### THE TASK
List all lines of the data that include the string "lists".
━━━
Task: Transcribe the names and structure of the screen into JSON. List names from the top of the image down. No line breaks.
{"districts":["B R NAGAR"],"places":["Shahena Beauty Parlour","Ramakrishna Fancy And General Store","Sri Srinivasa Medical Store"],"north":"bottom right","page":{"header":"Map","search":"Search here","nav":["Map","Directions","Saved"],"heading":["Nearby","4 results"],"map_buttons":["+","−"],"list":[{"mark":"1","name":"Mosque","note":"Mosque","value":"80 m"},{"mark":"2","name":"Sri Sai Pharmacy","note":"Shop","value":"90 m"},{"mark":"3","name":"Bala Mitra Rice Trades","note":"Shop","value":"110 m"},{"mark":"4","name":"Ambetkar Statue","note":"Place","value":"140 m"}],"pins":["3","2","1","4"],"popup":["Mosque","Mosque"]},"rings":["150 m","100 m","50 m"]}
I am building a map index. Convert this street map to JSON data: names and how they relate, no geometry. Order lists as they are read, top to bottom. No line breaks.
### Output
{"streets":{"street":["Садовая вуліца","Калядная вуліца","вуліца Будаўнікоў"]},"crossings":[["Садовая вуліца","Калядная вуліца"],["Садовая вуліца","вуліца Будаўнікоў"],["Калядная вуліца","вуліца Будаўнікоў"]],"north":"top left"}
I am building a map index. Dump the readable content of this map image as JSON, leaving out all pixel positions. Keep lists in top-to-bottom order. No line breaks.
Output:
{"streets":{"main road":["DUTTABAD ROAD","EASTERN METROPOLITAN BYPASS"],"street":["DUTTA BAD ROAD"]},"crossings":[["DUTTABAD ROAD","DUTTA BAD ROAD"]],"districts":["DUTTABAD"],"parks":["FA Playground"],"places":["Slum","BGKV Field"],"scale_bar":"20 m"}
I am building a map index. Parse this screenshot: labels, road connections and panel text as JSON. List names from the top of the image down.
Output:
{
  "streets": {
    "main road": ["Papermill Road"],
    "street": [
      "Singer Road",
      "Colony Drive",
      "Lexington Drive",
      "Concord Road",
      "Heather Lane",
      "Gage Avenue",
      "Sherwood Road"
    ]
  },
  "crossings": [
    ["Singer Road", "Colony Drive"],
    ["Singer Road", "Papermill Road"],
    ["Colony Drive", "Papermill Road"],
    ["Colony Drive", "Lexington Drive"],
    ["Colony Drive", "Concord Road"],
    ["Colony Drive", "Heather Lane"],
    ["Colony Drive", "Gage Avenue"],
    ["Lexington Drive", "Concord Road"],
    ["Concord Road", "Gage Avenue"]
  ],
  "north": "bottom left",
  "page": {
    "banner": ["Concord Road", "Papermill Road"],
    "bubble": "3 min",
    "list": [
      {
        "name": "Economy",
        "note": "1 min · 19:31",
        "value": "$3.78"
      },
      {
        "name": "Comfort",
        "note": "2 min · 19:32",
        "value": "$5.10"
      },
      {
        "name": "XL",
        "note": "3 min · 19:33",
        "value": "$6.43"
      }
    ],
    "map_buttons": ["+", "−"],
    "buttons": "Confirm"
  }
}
━━━
### RESULT FOR THIS EXERCISE
I am building a map index. Convert this street map to JSON data: names and how they relate, no geometry. Order lists as they are read, top to bottom. No line breaks.
I am building a map index. Dump the readable content of this map image as JSON, leaving out all pixel positions. Keep lists in top-to-bottom order. No line breaks.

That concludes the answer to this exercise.